Additional Collection of 2.2 Billion Unique Usernames and Passwords “Goes Public”
Two weeks ago, we reported that approximately 773 million records aggregated from past data breaches were made publicly available after years of lurking around the Dark Web. Now, another mega-collection aggregated from four smaller collections adds another data dump of 2.2 billion unique usernames and passwords to the mix. According to Wired, “Despite its unthinkable size, which was first reported by the German news site Heise.de, most of the stolen data appears to come from previous thefts, like the breaches of Yahoo, LinkedIn, and Dropbox. Wired examined a sample of the data and confirmed that the credentials are indeed valid, but mostly represent passwords from years-old leaks. But the leak is still significant for its quantity of privacy violation, if not its quality.”
Senators Cornyn and Heinrich Introduce “Pipeline and LNG Facility Cybersecurity Preparedness Act”
As concern increases about our cyber-readiness to protect critical infrastructure such as oil and natural gas pipelines, Senators John Cornyn (R-Texas) and Martin Heinrich (D-New Mexico) introduced the bipartisan Pipeline and LNG Facility Cybersecurity Preparedness Act last Thursday. According to a press release, “The Pipeline and LNG Facility Cybersecurity Preparedness Act would require the Secretary of Energy to carry out a program in consultation with federal agencies, states, and the energy sector to ensure the security, resiliency, and survivability of natural gas pipelines, hazardous liquid pipelines, and liquefied natural gas facilities.” The Houston Chronicle notes, “Authority over pipeline security now largely resides with the Transportation Security Administration, a division of the Department of Homeland Security. But TSA's capability has come under fire. Federal Energy Regulatory Commissioners Neil Chatterjee and Richard Glick last summer wrote an op-ed claiming that TSA only had six full-time employees monitoring U.S. pipelines, despite [having] responsibility for more than 2.7 million miles of infrastructure.”

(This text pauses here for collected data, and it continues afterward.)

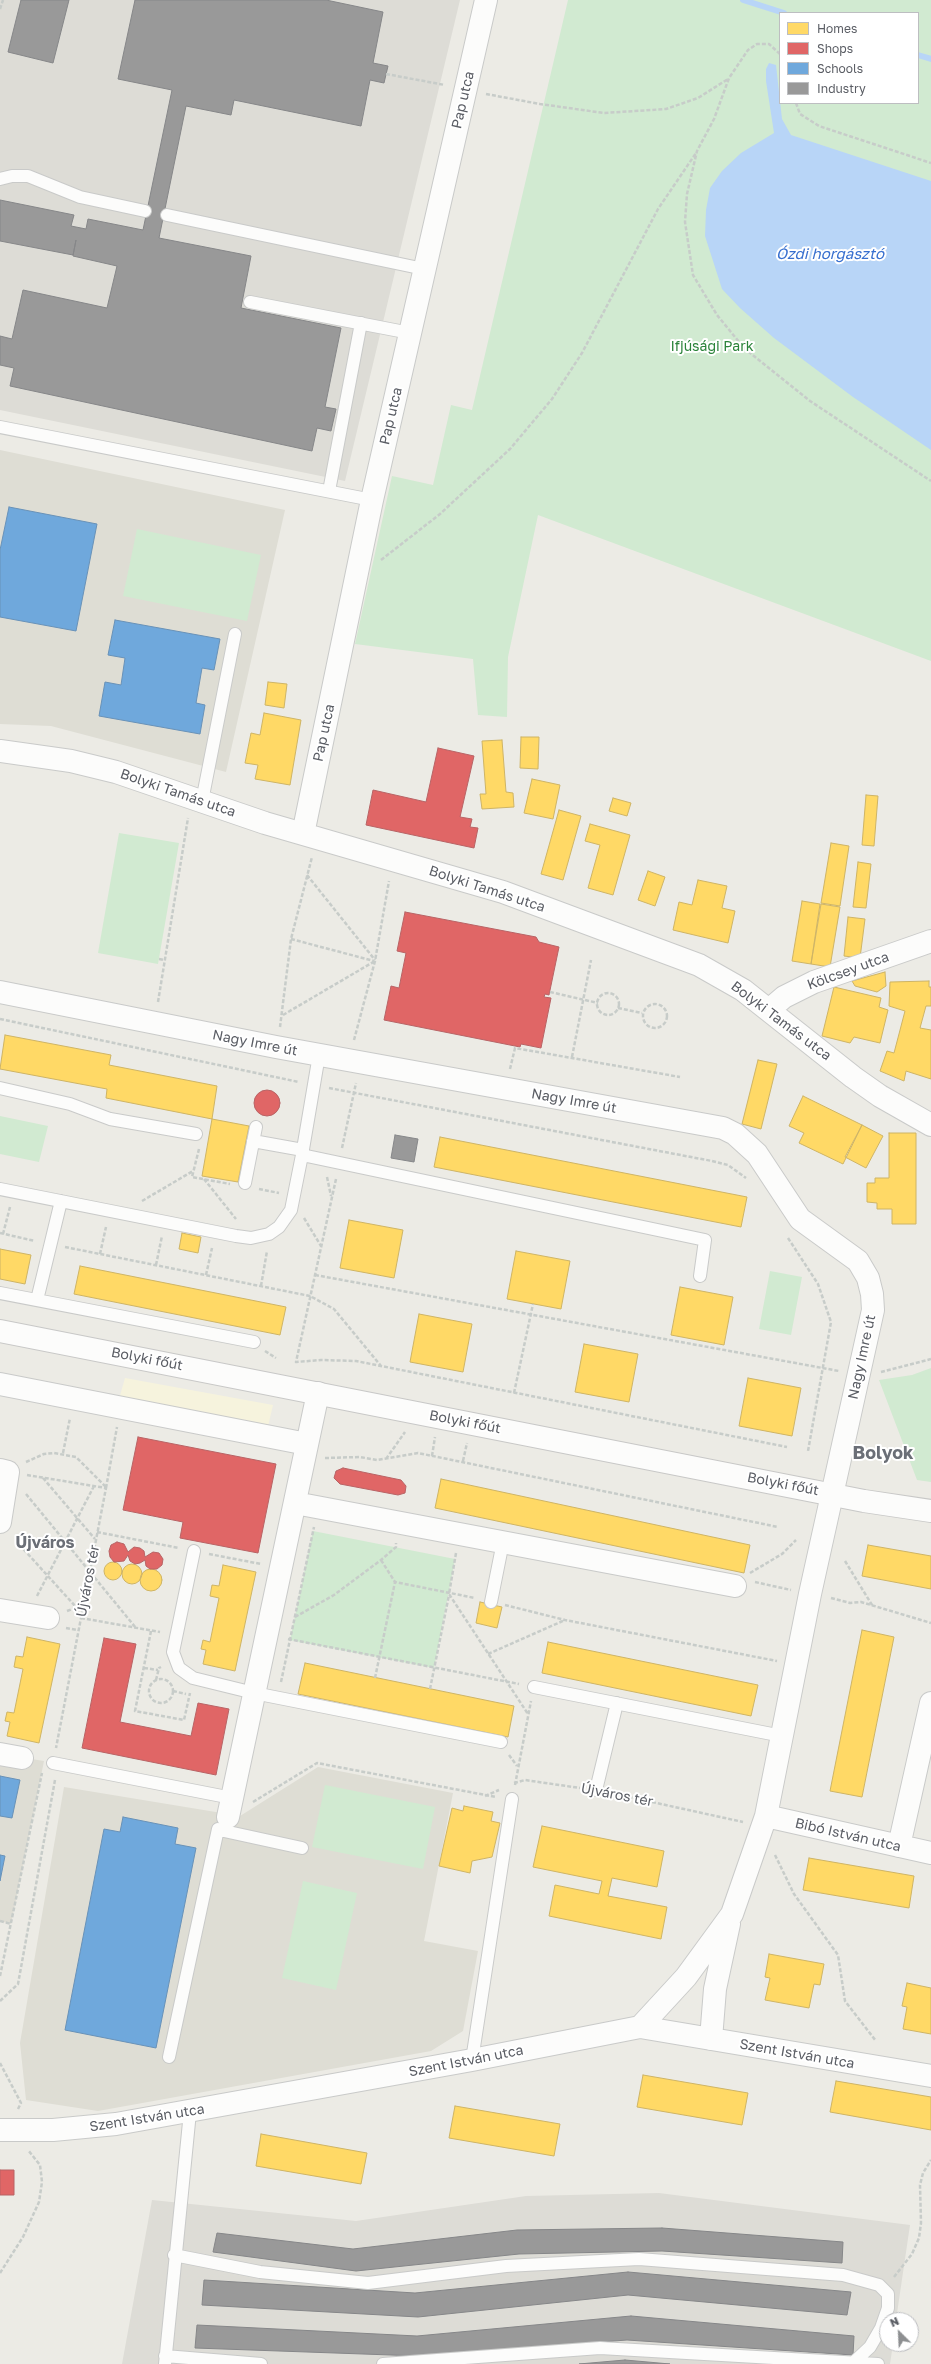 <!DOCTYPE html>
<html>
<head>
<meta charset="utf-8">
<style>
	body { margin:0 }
	#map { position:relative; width:931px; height:2364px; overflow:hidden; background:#ecebe5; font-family:"Golos Text",sans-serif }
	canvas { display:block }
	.legend { position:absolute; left:779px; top:12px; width:140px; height:92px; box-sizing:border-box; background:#fff; border:1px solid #bdbec1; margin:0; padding:5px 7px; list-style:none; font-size:12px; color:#5a5d64 }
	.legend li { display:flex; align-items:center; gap:8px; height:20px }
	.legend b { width:20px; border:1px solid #bdbec1 }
	.north { position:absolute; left:879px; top:2312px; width:40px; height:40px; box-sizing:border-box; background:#fff; border:1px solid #bdbec1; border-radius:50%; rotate:336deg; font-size:11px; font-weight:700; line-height:16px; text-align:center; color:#5a5d64 }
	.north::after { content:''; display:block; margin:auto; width:14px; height:18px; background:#8d8f91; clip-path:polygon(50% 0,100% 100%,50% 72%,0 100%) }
</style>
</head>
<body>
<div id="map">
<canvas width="931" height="2364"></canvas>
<ul class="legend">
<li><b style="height:11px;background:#ffd966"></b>Homes</li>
<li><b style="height:11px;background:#e06666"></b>Shops</li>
<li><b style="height:11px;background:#6fa8dc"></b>Schools</li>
<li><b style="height:11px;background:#999"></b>Industry</li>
</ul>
<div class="north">N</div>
</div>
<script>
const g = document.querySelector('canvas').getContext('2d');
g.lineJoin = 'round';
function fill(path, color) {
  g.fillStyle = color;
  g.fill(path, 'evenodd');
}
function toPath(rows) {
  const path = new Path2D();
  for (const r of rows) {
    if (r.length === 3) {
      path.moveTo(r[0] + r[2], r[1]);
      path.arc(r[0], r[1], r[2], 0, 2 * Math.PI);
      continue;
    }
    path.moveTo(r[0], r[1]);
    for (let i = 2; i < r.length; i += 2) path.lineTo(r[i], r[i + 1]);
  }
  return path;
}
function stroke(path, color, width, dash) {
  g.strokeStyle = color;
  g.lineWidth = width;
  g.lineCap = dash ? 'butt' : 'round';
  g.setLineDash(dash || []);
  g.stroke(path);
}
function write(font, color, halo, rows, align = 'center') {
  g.font = font + ' "Golos Text",sans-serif';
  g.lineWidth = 4;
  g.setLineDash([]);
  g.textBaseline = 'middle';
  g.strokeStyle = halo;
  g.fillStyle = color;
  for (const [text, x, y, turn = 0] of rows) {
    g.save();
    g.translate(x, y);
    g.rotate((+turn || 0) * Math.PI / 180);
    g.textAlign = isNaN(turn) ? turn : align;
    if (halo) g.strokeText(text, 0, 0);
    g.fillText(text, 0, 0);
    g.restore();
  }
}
const commercial = toPath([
	[125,1378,273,1405,266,1435,117,1406]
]);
const industrial = toPath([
	[0,0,460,0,345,481,0,410],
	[659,2193,910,2225,896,2320,887,2320,887,2344,893,2344,890,2364,122,2364,152,2200,356,2221,526,2196]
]);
const education = toPath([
	[0,450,285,510,226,772,51,726,0,724],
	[0,1754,44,1761,11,1924,0,1921],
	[318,1767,453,1793,424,1941,478,1951,463,2031,431,2051,98,2111,26,2100,20,2043,64,1787,240,1816]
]);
const green = toPath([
	[568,0,931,0,931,661,538,515,508,657,507,717,478,715,473,659,355,644,392,476,433,485,451,405,472,410],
	[780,13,918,13,918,103,780,103],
	[137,529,261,555,247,621,123,596],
	[119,833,179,843,158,964,98,953],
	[0,1116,48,1126,39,1162,0,1154],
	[770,1271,802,1277,791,1335,759,1329],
	[931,1368,931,1482,917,1480,879,1380,912,1375],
	[313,1531,455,1559,434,1668,290,1640],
	[325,1785,435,1807,423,1869,312,1847],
	[303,1881,357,1893,336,1990,282,1978]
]);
const water = toPath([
	[769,63,776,65,782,119,791,135,931,181,931,450,853,397,774,338,740,308,722,289,705,236,706,210,710,188,722,171,741,153,774,133,766,81,766,69]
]);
const homes = toPath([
	[268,682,287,684,284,708,265,705,268,682],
	[264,713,301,720,290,785,255,779,258,765,245,763,251,733,260,735,264,713],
	[521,737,539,737,538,769,520,768,521,737],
	[502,740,506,792,513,793,514,807,482,809,480,794,486,794,482,741,502,740],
	[532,779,560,785,553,819,524,813,532,779],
	[866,795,878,796,874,846,862,845,866,795],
	[613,798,631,803,627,816,609,811,613,798],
	[559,810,581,816,563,880,541,874,559,810],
	[590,824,630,835,613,895,588,888,600,845,585,841,590,824],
	[831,843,849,846,840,906,821,903,831,843],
	[858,862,871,864,866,908,853,907,858,862],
	[648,871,665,877,655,906,638,900,648,871],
	[698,880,727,886,722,908,735,911,728,943,673,930,679,902,692,905,698,880],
	[802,901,820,904,811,964,792,961,802,901],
	[821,904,840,907,830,967,811,964,821,904],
	[848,917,865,919,860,958,844,956,848,917],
	[885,972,886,986,877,992,855,986,852,981,885,972],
	[929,981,929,987,931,987,931,1006,926,1006,920,1028,931,1030,931,1079,906,1071,904,1081,880,1071,887,1051,894,1053,905,1011,889,1006,890,982,929,981],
	[834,987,881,998,879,1007,888,1010,880,1043,854,1037,850,1043,822,1036,834,987],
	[5,1035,111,1055,109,1065,217,1086,212,1119,106,1098,107,1089,0,1069,5,1035],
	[758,1060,777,1064,761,1129,742,1124,758,1060],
	[803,1096,862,1125,843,1164,799,1143,804,1133,789,1126,803,1096],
	[212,1119,249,1126,238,1182,202,1176,212,1119],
	[862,1125,883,1136,866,1168,845,1157,862,1125],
	[889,1133,916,1133,916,1224,892,1224,892,1209,877,1209,877,1203,867,1202,867,1183,875,1183,875,1178,889,1178,889,1133],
	[440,1137,747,1197,741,1227,434,1167,440,1137],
	[349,1220,403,1230,394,1278,340,1268,349,1220],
	[182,1233,201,1237,198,1253,179,1249,182,1233],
	[0,1249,31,1255,25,1284,0,1279,0,1249],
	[516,1251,570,1261,561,1309,507,1299,516,1251],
	[80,1266,286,1307,280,1335,74,1294,80,1266],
	[680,1287,733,1297,724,1345,671,1335,680,1287],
	[419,1314,472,1324,463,1372,410,1362,419,1314],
	[584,1344,638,1354,629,1402,575,1392,584,1344],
	[748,1378,801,1388,792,1436,739,1426,748,1378],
	[441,1479,750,1545,744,1573,435,1508,441,1479],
	[868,1545,931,1556,931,1589,862,1576,868,1545],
	[113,1571,9],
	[132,1574,10],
	[223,1565,256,1572,235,1671,203,1664,206,1650,201,1649,203,1640,210,1642,219,1598,210,1596,212,1585,219,1586,223,1565],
	[151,1580,11],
	[480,1602,502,1607,497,1628,476,1623,480,1602],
	[862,1630,894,1637,862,1797,830,1791,862,1630],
	[27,1637,60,1644,39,1743,7,1736,10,1722,5,1721,7,1712,14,1713,23,1669,14,1667,16,1656,23,1657,27,1637],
	[548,1642,758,1685,751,1716,542,1673,548,1642],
	[305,1663,514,1706,508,1737,298,1694,305,1663],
	[464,1806,493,1812,491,1821,500,1823,492,1857,472,1861,470,1873,439,1866,452,1808,463,1811,464,1806],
	[542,1826,664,1851,657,1887,612,1878,608,1896,667,1907,661,1939,549,1916,555,1885,599,1894,602,1881,533,1867,542,1826],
	[809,1858,914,1876,909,1908,803,1890,809,1858],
	[769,1954,824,1964,820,1985,814,1984,809,2008,765,2000,770,1978,765,1977,769,1954],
	[907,1983,931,1988,931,2034,903,2029,907,2007,902,2006,907,1983],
	[643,2075,748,2093,742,2125,637,2107,643,2075],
	[836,2081,931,2097,931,2130,830,2112,836,2081],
	[455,2106,560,2124,554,2156,449,2138,455,2106],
	[261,2134,367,2153,361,2184,256,2166,261,2134]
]);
const shops = toPath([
	[438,748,474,756,460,817,472,819,470,827,478,828,474,848,366,825,373,790,426,802,438,748],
	[405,912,536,937,539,942,559,947,549,995,545,994,544,997,551,998,541,1048,521,1044,520,1047,384,1020,391,986,399,988,406,953,397,951,405,912],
	[267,1103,13],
	[138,1437,276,1464,258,1553,180,1538,183,1522,123,1510,138,1437],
	[343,1468,401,1480,406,1486,405,1493,398,1495,340,1484,334,1478,336,1471,343,1468],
	[117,1542,124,1544,128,1552,134,1547,140,1548,144,1551,145,1557,153,1552,159,1553,163,1559,162,1565,157,1569,150,1569,146,1566,145,1560,140,1563,135,1564,130,1561,128,1555,124,1561,114,1562,110,1557,109,1551,111,1545,117,1542],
	[104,1638,136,1644,120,1722,191,1736,198,1703,229,1709,216,1775,82,1748,104,1638],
	[0,2170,14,2170,14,2195,0,2195,0,2170]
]);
const schools = toPath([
	[9,507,97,524,76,631,0,617,0,550,9,507],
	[115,620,220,639,214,670,202,668,196,703,205,705,200,734,99,716,105,682,121,685,125,658,108,655,115,620],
	[0,1776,20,1780,12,1818,0,1816,0,1776],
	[123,1817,178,1828,175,1844,196,1848,156,2048,65,2030,104,1829,120,1832,123,1817],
	[0,1855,5,1856,0,1881,0,1855]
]);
const industry = toPath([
	[21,0,69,0,53,63,8,52,21,0],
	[135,0,326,0,383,12,373,63,388,66,384,83,370,80,361,126,234,100,231,115,186,106,159,238,251,256,241,308,341,328,325,407,336,409,331,431,317,428,312,451,10,386,14,368,0,365,0,336,12,339,23,290,107,308,117,266,73,256,76,240,73,255,0,241,0,200,74,215,71,226,86,229,88,219,143,230,172,90,118,79,135,0],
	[395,1135,418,1139,414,1162,391,1158,395,1135],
	[662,2228,843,2242,842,2263,662,2251,519,2254,356,2271,213,2252,217,2233,353,2249,517,2230,662,2228],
	[628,2272,851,2292,847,2315,628,2295,418,2317,202,2305,204,2280,415,2293,628,2272],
	[631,2316,854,2336,853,2355,627,2340,419,2356,195,2348,197,2325,417,2336,631,2316],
	[625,2360,670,2364,579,2364,625,2360]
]);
const stream = toPath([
	[743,0,784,13],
	[918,55,931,59]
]);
const path = toPath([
	[0,9,3,0],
	[780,54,769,44,757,44,748,50,729,78,714,119,697,151,687,194,685,222,693,275,717,315,744,348,810,401,931,481],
	[386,74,445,85],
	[486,94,540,104,604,113,666,109,698,98,728,79],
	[796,103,800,114,819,126,931,163],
	[381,560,440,514,510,449,552,399,582,353,658,209,696,153],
	[307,875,375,960],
	[291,939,374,961],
	[159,959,165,960],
	[550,992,598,1003],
	[608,1004,11],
	[158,1002,188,818],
	[655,1016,12],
	[618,1008,642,1013],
	[283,1015,375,961],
	[0,1019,299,1082],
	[280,1027,291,939,312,857],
	[354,1040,375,961,389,881],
	[572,1057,591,960],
	[510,1069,515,1048,680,1077],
	[329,1088,712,1161,728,1165,746,1178],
	[342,1148,356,1083],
	[199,1149,192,1177,230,1184],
	[327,1177,331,1196],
	[204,1179,236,1219],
	[336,1179,296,1362,321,1360,356,1361,787,1447],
	[259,1189,279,1193],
	[142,1201,193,1171],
	[304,1218,321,1246],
	[0,1233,35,1241],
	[3,1234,10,1207],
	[788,1238,818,1284,831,1322,808,1451],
	[65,1247,310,1296,334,1309,381,1366],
	[100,1254,106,1227],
	[156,1265,162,1236],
	[206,1275,212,1248],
	[315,1275,839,1371],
	[261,1286,267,1251],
	[265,1351,276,1358],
	[881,1372,931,1359],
	[514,1393,533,1304],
	[63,1453,70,1418],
	[432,1456,435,1437],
	[325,1458,360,1457,377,1460,418,1453,778,1527],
	[386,1459,405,1432],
	[463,1461,467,1443],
	[26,1462,44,1454,54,1453,76,1457,106,1487],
	[27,1475,106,1488,56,1748],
	[43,1478,95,1539],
	[106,1488,117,1427],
	[26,1494,136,1628],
	[97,1532,179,1548],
	[18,1534,17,1542,76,1607],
	[456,1553,449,1594,528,1714],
	[209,1554,261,1564],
	[381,1560,395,1582,475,1598],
	[845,1561,872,1605],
	[750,1573,782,1554,796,1540],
	[755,1582,791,1590],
	[37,1596,94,1486],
	[831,1598,850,1603,861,1602,931,1623],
	[505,1605,565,1620,777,1661],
	[67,1611,83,1605],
	[295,1617,334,1595,381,1560,396,1547,396,1543],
	[81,1618,160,1632],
	[66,1628,78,1630],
	[151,1631,135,1711,184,1720,190,1693],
	[288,1639,519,1684],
	[488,1654,565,1620],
	[144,1668,158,1670],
	[375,1678,395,1582],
	[161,1691,12],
	[156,1680,159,1668,161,1667],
	[281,1682,314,1527],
	[430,1689,449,1595],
	[173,1691,186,1694],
	[509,1755,517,1766],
	[514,1783,525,1780,580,1788],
	[515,1785,531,1701],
	[611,1793,743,1822],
	[485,1796,499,1790],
	[253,1802,317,1763,496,1797],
	[775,1855,794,1894,838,1955,845,2001,876,2041],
	[0,1921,11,1924],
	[0,1976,42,1773],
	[0,2001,18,1984,55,1780],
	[0,2063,21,2103,18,2109],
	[0,2273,23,2237,39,2202,42,2182,40,2165,28,2150],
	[894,2277,912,2254,919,2238,921,2223,920,2185,923,2173,931,2160]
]);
const service = toPath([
	[0,179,12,176,28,176,80,197,145,211],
	[167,215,424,269],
	[250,302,410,333],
	[0,427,372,500],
	[329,491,361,323],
	[202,801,235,634],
	[0,1088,70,1104,110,1119,196,1134],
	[253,1141,303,1150],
	[302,1155,705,1240,700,1276],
	[245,1183,256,1127],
	[0,1189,236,1236,251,1238,269,1234,279,1227,291,1210,302,1155,319,1055],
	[0,1293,254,1342],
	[37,1300,61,1201],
	[194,1551,173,1652,179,1668,193,1678,254,1693,501,1742],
	[491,1602,503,1542],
	[534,1687,782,1736],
	[53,1763,232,1798],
	[596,1790,617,1703],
	[224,1831,302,1848],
	[169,2057,218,1829,224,1831,228,1817],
	[472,2060,512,1799],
	[174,2255,260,2272,368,2283,506,2266,639,2259,843,2275,879,2285,888,2294,888,2308,881,2328,870,2347,854,2362],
	[165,2356,261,2364],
	[165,2364,190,2112],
	[383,2364,600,2348,878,2364]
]);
const minor = toPath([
	[0,751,71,761,116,772,265,823,503,892,699,965,743,990,853,1077,880,1096,931,1125],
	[303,834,372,500,486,0],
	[0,992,276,1047,723,1128,735,1134,757,1154,800,1219,858,1261,868,1278,872,1294,873,1310,810,1594,766,1816,732,1914,686,1977,640,2027],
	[770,1009,784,997,814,982,931,941],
	[0,1384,307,1444],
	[0,1470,8,1472,0,1522],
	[295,1503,735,1586],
	[0,1610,48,1618],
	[0,1754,22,1758],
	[766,1816,931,1853],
	[228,1817,318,1393],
	[899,1846,931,1703],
	[711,2039,715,1989,729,1924],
	[0,2130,53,2130,116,2124,472,2060,640,2027,931,2076]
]);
const secondary = toPath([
	[0,1331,864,1501,931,1511]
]);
const streetNames = [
	["Pap utca",463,100,-77],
	["Pap utca",391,416,-77],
	["Pap utca",324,733,-78],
	["Bolyki Tamás utca",178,793,19],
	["Bolyki Tamás utca",487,889,18],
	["Kölcsey utca",848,971,-20],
	["Bolyki Tamás utca",781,1021,37],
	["Nagy Imre út",255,1043,11],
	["Nagy Imre út",574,1101,10],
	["Nagy Imre út",862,1357,-78],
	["Bolyki főút",147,1359,11],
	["Bolyki főút",465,1422,11],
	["Bolyki főút",783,1484,11],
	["Újváros tér",88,1581,-79],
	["Újváros tér",617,1795,11],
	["Bibó István utca",848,1835,13],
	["Szent István utca",797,2054,10],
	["Szent István utca",466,2061,-11],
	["Szent István utca",147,2118,-9]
];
const parkNames = [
	["Ifjúsági Park",712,347]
];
const waterNames = [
	["Ózdi horgásztó",830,254]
];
const quarterNames = [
	["Újváros",45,1543]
];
const districtNames = [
	["Bolyok",883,1453]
];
fill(commercial, '#f6f3dd');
fill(industrial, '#dddcd6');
fill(education, '#deddd4');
fill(green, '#d1ead1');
fill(water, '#b8d5f7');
fill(homes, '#ffd966');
stroke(homes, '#ceb465', 1);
fill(shops, '#e06666');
stroke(shops, '#b86365', 1);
fill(schools, '#6fa8dc');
stroke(schools, '#6992b8', 1);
fill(industry, '#999');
stroke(industry, '#868789', 1);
stroke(stream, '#b8d5f7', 6);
stroke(service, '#c9cac9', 14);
stroke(minor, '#c9cac9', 24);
stroke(secondary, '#c8c8c7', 24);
stroke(path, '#c7ccc9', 2.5, [4, 2]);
stroke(service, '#fcfcfb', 12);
stroke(minor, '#fcfcfb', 22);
stroke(secondary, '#fcfcfb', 22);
write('14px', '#5a5d64', '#fff', streetNames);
write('14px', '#2b833a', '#fff', parkNames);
write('italic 15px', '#376fcf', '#fff', waterNames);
write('bold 16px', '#6b6f77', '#fff', quarterNames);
write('bold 18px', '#6b6f77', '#fff', districtNames);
</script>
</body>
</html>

“Worldwide Threat Assessment of the US Intelligence Community” Highlights Cyber Threats from Nation States
Dan Coats, Director of National Intelligence, recently submitted the annual “Worldwide Threat Assessment of the US Intelligence Community” that includes cyber threats from nation states. According to the report, “The potential for surprise in the cyber realm will increase in the next year and beyond as billions more digital devices are connected—with relatively little built-in security—and both nation states and malign actors become more emboldened and better equipped in the use of increasingly widespread cyber toolkits. The risk is growing that some adversaries will conduct cyber attacks—such as data deletion or localized and temporary disruptions of critical infrastructure—against the United States in a crisis short of war.” The report goes on to assess specific threats from Russia, China, Iran, North Korea, terrorists, and criminals.
Cybersecurity Reports and Surveys Roundup
We’ve rounded up a few of the best cybersecurity reports and surveys released last week:
Orange Cyberdefense Acquires SecureData
According to a press release on Friday, Orange Cyberdefense announced the acquisition of SecureData Group for an undisclosed amount. UK-based company SecureData is the largest independent cybersecurity service provider in the UK. The company has a 25-year track record of providing integrated cyber solutions designed to assess risks, detect threats, protect customer’s IT assets and respond to security incidents. The company’s elite consulting arm, SensePost, enjoys a worldwide reputation for its expertise in cyber-criminality, security research, and penetration testing. With this acquisition, Orange Cyberdefense gains a bigger presence in the European security services market.